**TASK PROMPT:**
Provide a verbatim copy of all the records below, leaving the images out.

Stored data:
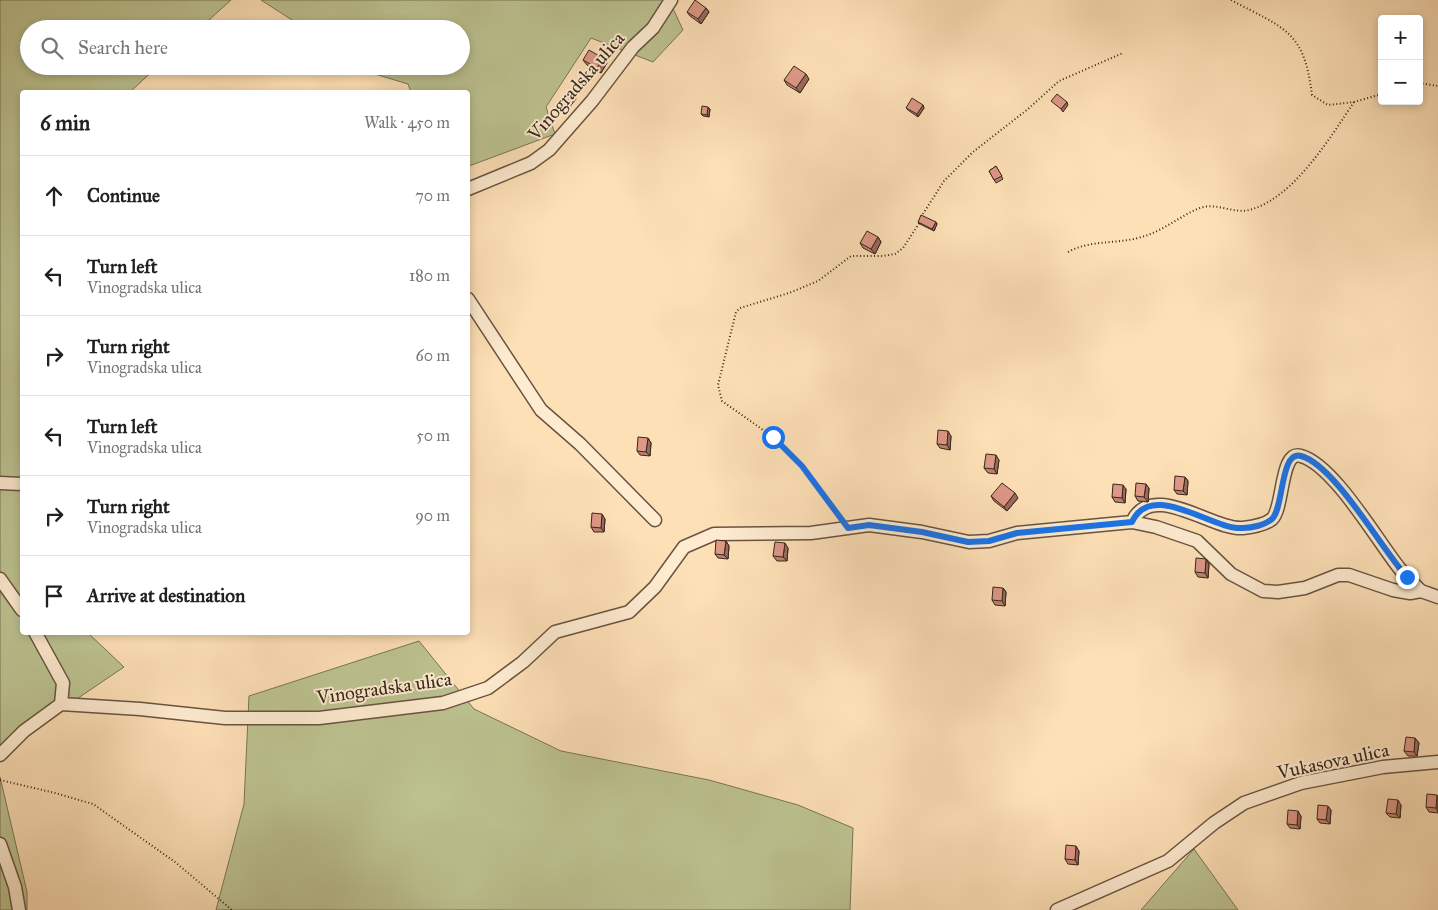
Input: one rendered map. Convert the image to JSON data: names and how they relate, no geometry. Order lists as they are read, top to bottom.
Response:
{
  "streets": {
    "street": ["Vinogradska ulica", "Vukasova ulica"]
  },
  "page": {
    "map_buttons": ["+", "−"],
    "search": "Search here",
    "heading": ["6 min", "Walk · 450 m"],
    "list": [
      ["Continue", "70 m"],
      ["Turn left", "Vinogradska ulica", "180 m"],
      ["Turn right", "Vinogradska ulica", "60 m"],
      ["Turn left", "Vinogradska ulica", "50 m"],
      ["Turn right", "Vinogradska ulica", "90 m"],
      "Arrive at destination"
    ]
  }
}
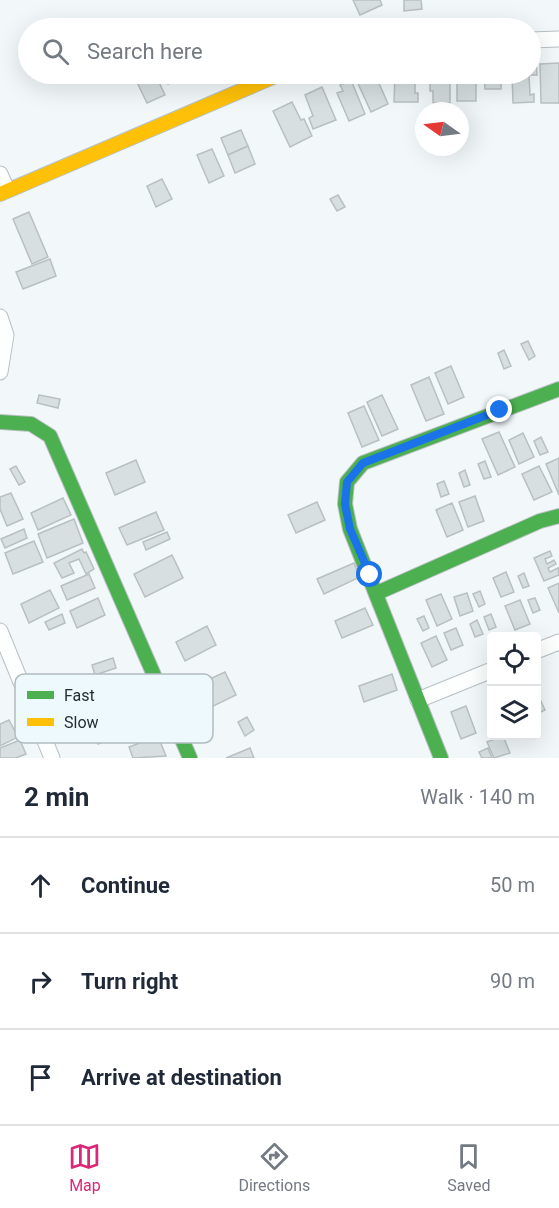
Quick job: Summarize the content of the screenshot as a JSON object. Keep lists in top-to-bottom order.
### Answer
{
  "legend": ["Fast", "Slow"],
  "north": "left",
  "page": {
    "search": "Search here",
    "heading": ["2 min", "Walk · 140 m"],
    "list": [
      ["Continue", "50 m"],
      ["Turn right", "90 m"],
      "Arrive at destination"
    ],
    "nav": ["Map", "Directions", "Saved"]
  }
}
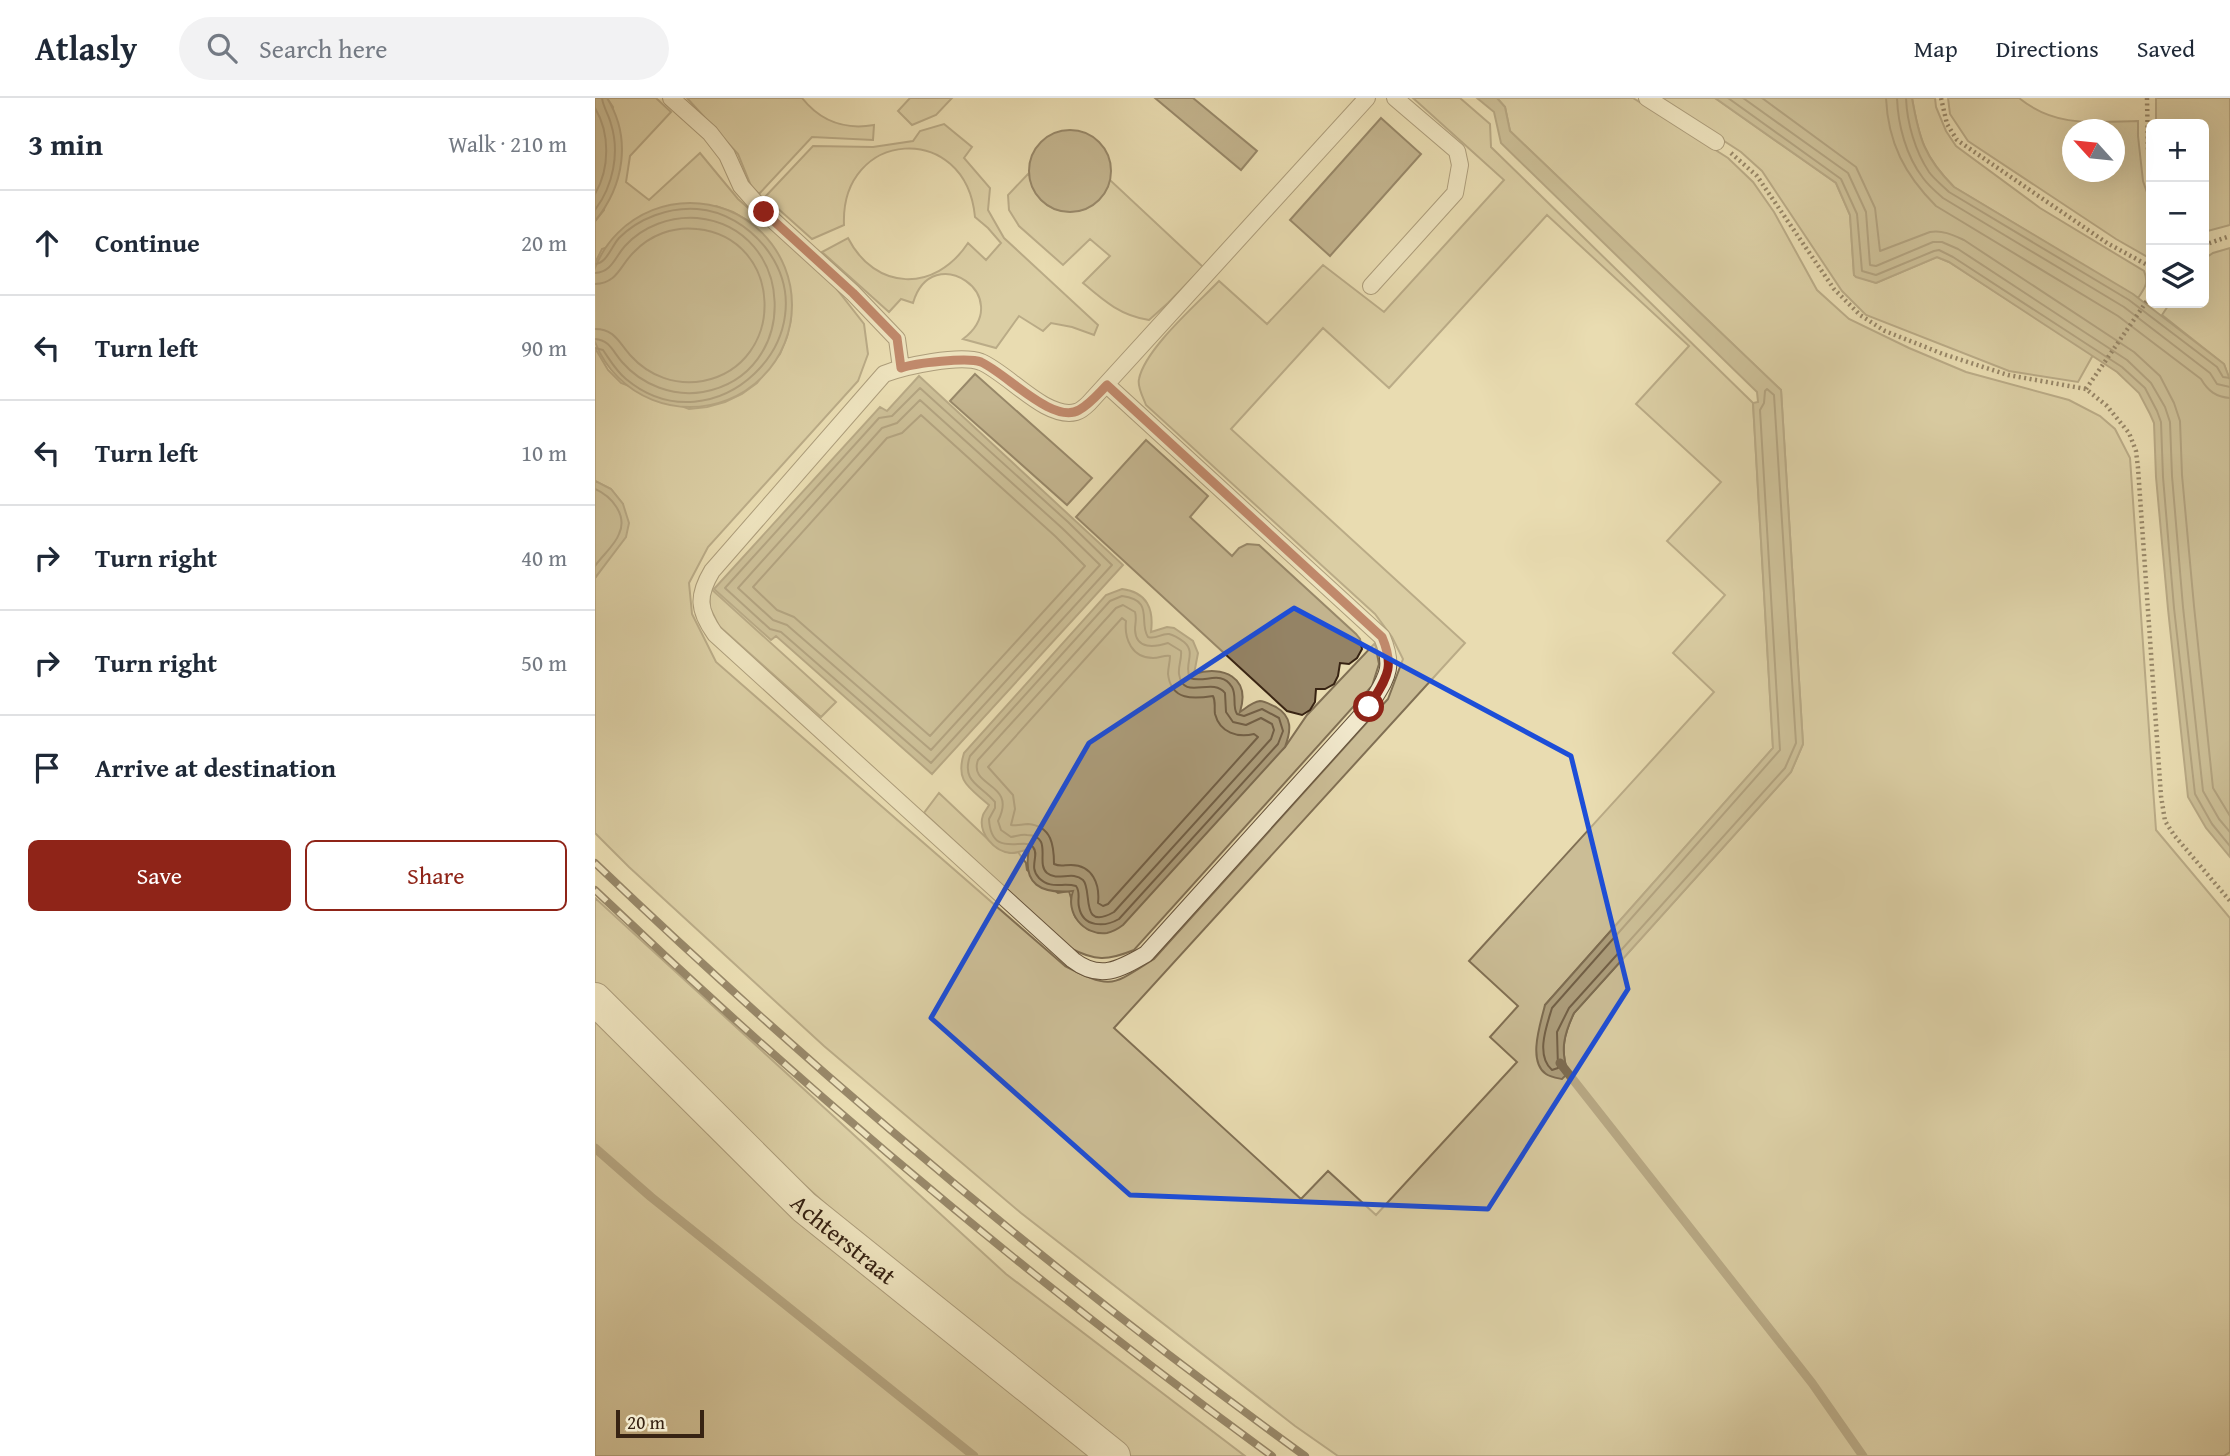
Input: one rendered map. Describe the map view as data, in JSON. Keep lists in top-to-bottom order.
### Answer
{
  "streets": {
    "street": ["Achterstraat"]
  },
  "scale_bar": "20 m",
  "north": "top left",
  "page": {
    "header": "Atlasly",
    "search": "Search here",
    "nav": ["Map", "Directions", "Saved"],
    "heading": ["3 min", "Walk · 210 m"],
    "map_buttons": ["+", "−"],
    "list": [
      ["Continue", "20 m"],
      ["Turn left", "90 m"],
      ["Turn left", "10 m"],
      ["Turn right", "40 m"],
      ["Turn right", "50 m"],
      "Arrive at destination"
    ],
    "buttons": ["Save", "Share"],
    "scale": "20 m"
  }
}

**THE ANSWER:**
Input: one rendered map. Convert the image to JSON data: names and how they relate, no geometry. Order lists as they are read, top to bottom.
Response:
{
  "streets": {
    "street": ["Vinogradska ulica", "Vukasova ulica"]
  },
  "page": {
    "map_buttons": ["+", "−"],
    "search": "Search here",
    "heading": ["6 min", "Walk · 450 m"],
    "list": [
      ["Continue", "70 m"],
      ["Turn left", "Vinogradska ulica", "180 m"],
      ["Turn right", "Vinogradska ulica", "60 m"],
      ["Turn left", "Vinogradska ulica", "50 m"],
      ["Turn right", "Vinogradska ulica", "90 m"],
      "Arrive at destination"
    ]
  }
}
Quick job: Summarize the content of the screenshot as a JSON object. Keep lists in top-to-bottom order.
### Answer
{
  "legend": ["Fast", "Slow"],
  "north": "left",
  "page": {
    "search": "Search here",
    "heading": ["2 min", "Walk · 140 m"],
    "list": [
      ["Continue", "50 m"],
      ["Turn right", "90 m"],
      "Arrive at destination"
    ],
    "nav": ["Map", "Directions", "Saved"]
  }
}
Input: one rendered map. Describe the map view as data, in JSON. Keep lists in top-to-bottom order.
### Answer
{
  "streets": {
    "street": ["Achterstraat"]
  },
  "scale_bar": "20 m",
  "north": "top left",
  "page": {
    "header": "Atlasly",
    "search": "Search here",
    "nav": ["Map", "Directions", "Saved"],
    "heading": ["3 min", "Walk · 210 m"],
    "map_buttons": ["+", "−"],
    "list": [
      ["Continue", "20 m"],
      ["Turn left", "90 m"],
      ["Turn left", "10 m"],
      ["Turn right", "40 m"],
      ["Turn right", "50 m"],
      "Arrive at destination"
    ],
    "buttons": ["Save", "Share"],
    "scale": "20 m"
  }
}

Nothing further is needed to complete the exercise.